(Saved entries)
=== Section Start ===

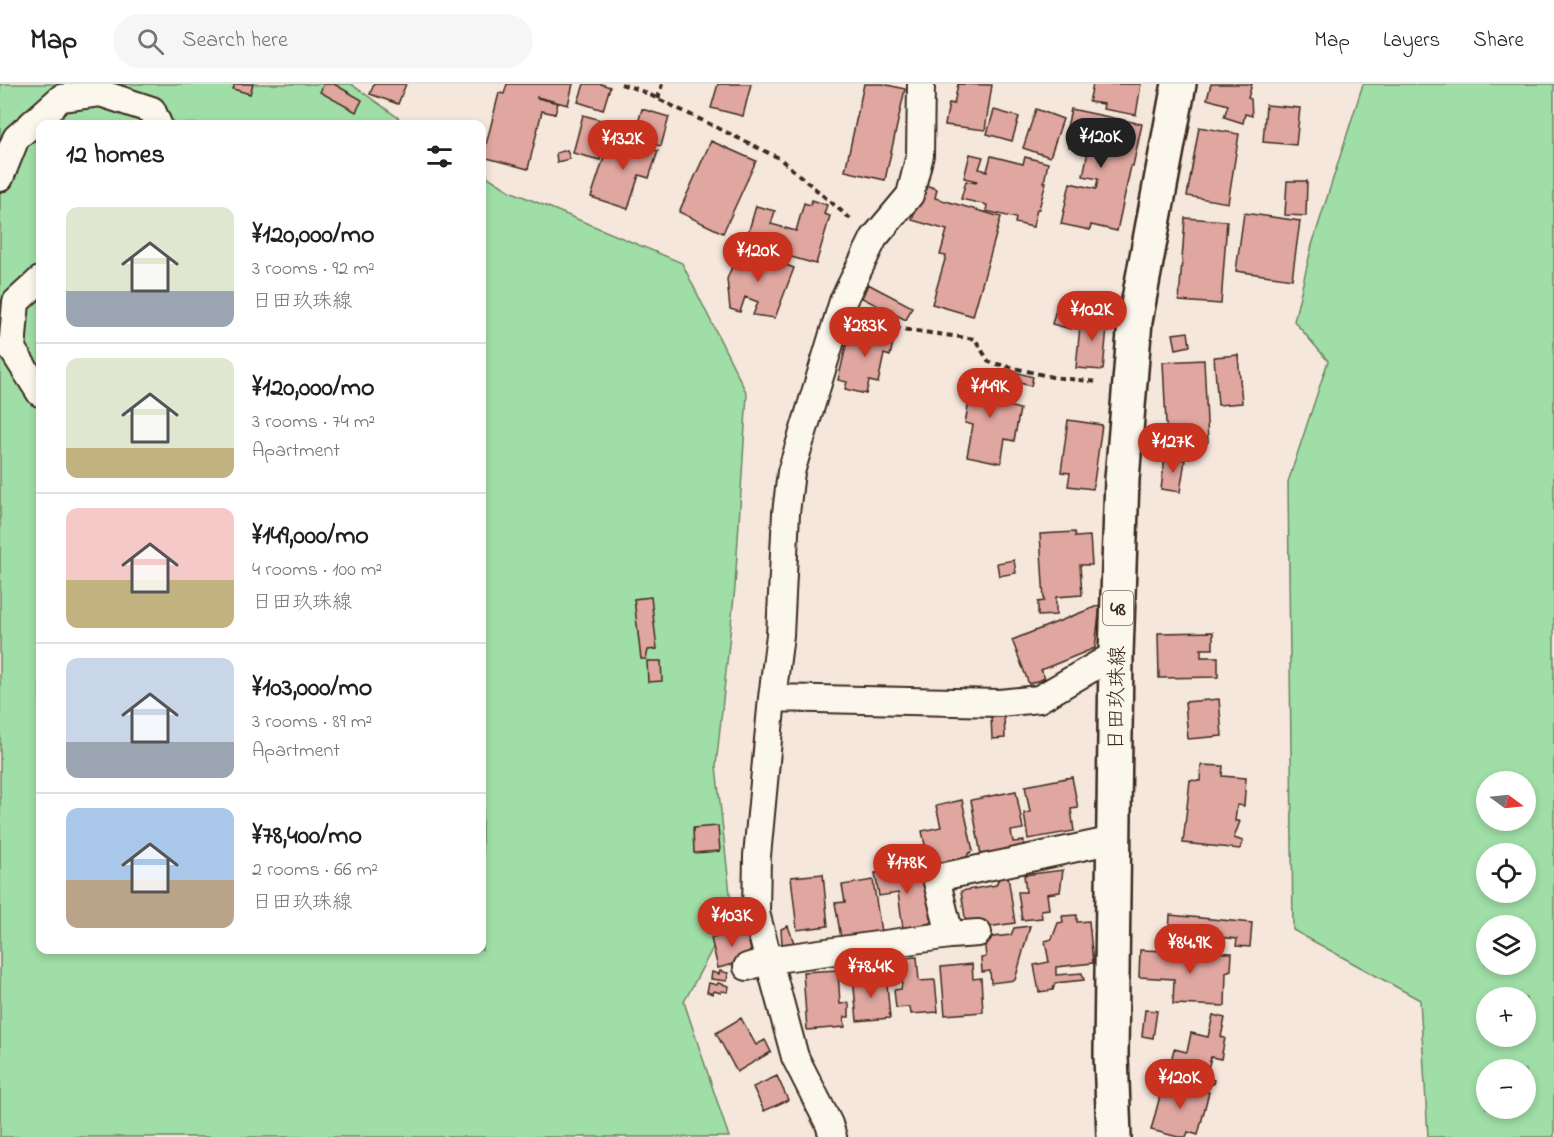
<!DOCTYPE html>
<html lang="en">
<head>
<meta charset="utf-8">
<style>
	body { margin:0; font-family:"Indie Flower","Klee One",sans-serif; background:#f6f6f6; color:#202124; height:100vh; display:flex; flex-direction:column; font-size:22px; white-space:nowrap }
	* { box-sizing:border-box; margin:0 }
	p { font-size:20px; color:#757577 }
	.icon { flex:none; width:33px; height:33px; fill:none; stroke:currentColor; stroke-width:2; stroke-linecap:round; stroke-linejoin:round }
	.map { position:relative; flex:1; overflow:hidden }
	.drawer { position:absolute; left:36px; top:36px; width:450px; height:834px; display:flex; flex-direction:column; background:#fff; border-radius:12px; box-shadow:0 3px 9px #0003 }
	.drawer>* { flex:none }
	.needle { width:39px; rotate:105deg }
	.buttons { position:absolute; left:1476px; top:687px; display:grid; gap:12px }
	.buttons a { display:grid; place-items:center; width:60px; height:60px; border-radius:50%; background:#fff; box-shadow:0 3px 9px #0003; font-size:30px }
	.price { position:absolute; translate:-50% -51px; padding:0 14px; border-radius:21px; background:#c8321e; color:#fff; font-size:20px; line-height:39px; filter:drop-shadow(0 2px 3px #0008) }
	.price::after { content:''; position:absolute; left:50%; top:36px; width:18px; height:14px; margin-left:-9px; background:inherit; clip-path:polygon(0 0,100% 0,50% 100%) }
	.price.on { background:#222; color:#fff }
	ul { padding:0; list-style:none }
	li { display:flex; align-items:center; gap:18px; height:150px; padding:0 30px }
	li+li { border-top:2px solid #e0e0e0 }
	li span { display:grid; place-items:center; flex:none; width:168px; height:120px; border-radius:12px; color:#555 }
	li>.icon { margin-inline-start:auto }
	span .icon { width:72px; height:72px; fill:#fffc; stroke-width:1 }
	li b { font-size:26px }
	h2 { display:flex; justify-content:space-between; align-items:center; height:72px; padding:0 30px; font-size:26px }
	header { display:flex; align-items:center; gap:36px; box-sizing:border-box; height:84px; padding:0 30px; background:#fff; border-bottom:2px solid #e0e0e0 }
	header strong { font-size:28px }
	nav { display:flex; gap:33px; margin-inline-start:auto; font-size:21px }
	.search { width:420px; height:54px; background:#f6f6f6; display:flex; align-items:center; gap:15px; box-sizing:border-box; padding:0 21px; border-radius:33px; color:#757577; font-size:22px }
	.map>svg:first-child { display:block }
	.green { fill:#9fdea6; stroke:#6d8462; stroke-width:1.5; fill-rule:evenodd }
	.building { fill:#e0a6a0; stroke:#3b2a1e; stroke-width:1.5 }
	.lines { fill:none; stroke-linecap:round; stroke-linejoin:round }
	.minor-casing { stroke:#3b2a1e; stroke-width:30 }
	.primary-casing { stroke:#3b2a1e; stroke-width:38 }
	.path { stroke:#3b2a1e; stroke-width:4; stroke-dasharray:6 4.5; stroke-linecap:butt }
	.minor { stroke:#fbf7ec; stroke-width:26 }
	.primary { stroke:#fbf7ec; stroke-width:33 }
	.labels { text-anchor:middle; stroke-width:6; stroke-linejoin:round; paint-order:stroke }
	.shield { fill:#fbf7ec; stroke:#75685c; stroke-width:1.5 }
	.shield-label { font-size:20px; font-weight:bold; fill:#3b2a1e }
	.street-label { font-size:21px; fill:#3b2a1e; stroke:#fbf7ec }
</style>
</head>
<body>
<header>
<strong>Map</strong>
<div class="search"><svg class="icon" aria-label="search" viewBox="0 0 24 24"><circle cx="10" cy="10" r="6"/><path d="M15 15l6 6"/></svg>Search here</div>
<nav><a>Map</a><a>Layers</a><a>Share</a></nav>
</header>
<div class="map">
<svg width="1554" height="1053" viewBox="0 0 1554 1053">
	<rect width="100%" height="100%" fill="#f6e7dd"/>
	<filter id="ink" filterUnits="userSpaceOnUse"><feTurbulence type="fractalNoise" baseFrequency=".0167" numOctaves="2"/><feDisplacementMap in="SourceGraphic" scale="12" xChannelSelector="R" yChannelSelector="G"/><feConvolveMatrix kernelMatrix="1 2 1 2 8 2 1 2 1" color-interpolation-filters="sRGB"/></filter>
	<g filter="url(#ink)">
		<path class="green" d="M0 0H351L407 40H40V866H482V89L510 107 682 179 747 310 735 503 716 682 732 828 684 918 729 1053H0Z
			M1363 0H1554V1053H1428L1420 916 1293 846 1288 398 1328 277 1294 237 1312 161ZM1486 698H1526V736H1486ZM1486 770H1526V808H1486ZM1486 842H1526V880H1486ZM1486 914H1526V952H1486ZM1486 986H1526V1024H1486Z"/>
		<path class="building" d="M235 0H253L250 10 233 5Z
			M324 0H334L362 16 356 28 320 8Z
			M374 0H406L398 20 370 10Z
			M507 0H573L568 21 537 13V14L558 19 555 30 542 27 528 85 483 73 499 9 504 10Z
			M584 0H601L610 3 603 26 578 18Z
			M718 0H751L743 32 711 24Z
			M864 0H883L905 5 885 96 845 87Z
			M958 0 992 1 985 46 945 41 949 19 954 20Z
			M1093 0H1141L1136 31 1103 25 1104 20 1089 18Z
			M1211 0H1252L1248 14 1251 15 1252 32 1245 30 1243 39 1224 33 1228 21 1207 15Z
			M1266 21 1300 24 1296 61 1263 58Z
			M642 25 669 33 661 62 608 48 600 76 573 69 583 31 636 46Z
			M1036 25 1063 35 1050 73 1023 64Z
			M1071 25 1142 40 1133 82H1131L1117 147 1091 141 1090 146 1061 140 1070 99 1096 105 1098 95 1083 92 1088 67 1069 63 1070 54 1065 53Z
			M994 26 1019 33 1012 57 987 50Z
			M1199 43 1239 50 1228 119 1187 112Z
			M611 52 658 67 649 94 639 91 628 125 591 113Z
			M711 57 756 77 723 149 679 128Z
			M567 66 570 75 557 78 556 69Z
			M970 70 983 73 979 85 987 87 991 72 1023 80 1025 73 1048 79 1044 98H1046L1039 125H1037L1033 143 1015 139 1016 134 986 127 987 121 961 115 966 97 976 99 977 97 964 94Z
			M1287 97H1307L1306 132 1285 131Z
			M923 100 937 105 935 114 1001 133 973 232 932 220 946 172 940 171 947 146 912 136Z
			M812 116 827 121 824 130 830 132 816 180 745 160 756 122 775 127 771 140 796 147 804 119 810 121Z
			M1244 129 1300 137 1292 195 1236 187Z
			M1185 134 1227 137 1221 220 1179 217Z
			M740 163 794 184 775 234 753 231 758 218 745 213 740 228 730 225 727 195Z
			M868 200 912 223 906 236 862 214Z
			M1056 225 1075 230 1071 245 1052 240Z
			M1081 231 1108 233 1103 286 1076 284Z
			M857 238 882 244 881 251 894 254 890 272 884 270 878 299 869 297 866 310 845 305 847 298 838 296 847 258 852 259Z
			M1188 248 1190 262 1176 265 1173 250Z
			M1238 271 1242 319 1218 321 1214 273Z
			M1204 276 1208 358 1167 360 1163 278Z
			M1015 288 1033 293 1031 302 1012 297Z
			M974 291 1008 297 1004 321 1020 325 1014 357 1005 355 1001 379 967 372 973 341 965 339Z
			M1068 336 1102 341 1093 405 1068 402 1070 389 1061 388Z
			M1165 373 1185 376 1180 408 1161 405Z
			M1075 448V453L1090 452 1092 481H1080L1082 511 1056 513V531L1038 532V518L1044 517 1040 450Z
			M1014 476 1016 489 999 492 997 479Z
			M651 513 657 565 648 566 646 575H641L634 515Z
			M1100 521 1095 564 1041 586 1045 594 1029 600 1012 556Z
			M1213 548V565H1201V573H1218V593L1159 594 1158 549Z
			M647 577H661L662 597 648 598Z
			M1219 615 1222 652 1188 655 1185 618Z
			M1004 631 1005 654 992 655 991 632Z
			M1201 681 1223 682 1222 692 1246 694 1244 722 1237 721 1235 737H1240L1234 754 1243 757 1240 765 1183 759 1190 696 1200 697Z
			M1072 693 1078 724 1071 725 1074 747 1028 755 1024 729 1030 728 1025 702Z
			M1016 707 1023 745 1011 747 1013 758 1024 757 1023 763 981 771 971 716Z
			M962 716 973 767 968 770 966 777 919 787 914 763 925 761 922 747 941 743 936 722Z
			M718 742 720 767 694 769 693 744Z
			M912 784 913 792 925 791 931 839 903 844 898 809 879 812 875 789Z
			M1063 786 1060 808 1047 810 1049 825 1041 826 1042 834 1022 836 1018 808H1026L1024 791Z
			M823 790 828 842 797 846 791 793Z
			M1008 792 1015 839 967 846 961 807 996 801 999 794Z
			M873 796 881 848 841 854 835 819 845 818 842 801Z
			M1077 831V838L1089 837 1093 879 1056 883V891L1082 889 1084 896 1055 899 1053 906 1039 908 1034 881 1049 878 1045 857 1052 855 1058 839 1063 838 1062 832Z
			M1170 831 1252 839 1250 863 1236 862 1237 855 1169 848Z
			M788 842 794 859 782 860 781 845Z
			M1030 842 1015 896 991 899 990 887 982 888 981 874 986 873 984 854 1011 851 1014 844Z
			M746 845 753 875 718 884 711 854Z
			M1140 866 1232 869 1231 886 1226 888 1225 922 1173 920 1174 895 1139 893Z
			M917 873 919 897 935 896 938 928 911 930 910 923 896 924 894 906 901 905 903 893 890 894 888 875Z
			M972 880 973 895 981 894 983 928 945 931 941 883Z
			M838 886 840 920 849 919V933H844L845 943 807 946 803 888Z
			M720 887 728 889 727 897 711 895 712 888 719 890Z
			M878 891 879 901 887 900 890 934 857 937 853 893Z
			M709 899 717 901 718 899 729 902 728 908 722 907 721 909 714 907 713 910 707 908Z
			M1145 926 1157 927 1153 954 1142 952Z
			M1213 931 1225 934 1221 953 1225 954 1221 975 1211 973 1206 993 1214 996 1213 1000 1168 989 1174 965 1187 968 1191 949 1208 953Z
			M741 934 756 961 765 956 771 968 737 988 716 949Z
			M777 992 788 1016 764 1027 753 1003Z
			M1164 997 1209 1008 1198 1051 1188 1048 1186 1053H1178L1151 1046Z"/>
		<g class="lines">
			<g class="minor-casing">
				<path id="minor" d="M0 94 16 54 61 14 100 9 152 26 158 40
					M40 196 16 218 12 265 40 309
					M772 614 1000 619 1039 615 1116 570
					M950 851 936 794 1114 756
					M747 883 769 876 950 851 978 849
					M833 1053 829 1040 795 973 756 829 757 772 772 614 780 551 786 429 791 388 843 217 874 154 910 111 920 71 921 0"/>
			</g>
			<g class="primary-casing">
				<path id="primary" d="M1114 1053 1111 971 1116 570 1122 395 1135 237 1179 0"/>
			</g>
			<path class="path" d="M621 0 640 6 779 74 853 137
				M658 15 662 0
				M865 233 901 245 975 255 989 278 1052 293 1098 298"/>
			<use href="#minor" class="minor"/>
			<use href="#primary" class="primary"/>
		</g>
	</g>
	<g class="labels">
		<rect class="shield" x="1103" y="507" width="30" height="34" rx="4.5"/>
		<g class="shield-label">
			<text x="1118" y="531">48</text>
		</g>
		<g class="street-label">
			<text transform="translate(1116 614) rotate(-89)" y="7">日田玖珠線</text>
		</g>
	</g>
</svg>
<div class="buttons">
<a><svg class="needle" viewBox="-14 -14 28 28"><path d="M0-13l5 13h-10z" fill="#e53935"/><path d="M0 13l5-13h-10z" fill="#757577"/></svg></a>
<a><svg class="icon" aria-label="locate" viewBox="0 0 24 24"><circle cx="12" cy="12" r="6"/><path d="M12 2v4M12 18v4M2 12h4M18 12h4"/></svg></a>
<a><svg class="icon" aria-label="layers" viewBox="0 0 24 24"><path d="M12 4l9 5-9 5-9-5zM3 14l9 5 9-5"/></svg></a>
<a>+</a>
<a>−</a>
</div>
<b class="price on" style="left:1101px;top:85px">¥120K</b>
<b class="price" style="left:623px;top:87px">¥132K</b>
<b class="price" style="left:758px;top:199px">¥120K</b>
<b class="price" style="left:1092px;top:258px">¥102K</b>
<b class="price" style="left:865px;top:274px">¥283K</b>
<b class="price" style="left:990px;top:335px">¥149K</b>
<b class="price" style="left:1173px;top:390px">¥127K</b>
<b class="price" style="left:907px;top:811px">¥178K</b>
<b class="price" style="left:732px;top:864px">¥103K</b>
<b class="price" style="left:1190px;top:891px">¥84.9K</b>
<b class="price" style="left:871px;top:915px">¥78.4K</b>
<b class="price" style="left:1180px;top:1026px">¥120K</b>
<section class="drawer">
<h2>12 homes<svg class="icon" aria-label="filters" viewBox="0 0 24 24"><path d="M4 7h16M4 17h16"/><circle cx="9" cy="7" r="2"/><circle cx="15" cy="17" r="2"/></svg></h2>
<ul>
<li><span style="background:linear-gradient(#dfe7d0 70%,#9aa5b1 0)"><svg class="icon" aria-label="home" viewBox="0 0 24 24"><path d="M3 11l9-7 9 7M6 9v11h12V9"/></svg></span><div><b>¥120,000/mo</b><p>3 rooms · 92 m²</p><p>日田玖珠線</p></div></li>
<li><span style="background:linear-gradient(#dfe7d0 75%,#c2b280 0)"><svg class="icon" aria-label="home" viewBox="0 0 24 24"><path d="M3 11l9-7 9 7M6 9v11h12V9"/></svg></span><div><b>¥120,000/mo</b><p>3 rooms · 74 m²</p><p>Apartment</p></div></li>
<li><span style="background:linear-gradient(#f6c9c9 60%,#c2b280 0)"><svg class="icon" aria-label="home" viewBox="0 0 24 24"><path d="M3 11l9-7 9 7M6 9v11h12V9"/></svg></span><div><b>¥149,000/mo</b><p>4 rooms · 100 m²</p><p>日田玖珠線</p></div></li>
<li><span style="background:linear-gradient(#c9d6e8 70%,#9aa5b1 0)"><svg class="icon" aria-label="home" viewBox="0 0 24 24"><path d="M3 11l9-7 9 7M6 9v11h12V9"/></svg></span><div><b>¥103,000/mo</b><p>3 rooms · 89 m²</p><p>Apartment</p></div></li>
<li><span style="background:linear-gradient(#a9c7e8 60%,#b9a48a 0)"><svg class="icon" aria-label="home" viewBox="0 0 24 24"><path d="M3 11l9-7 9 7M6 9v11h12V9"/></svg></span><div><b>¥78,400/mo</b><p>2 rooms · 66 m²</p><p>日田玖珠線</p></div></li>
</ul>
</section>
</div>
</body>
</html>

=== Section End ===

Scan the data above, please, and give the number of lines where the word "Apartment" occurs, with no further text.

Result ::
2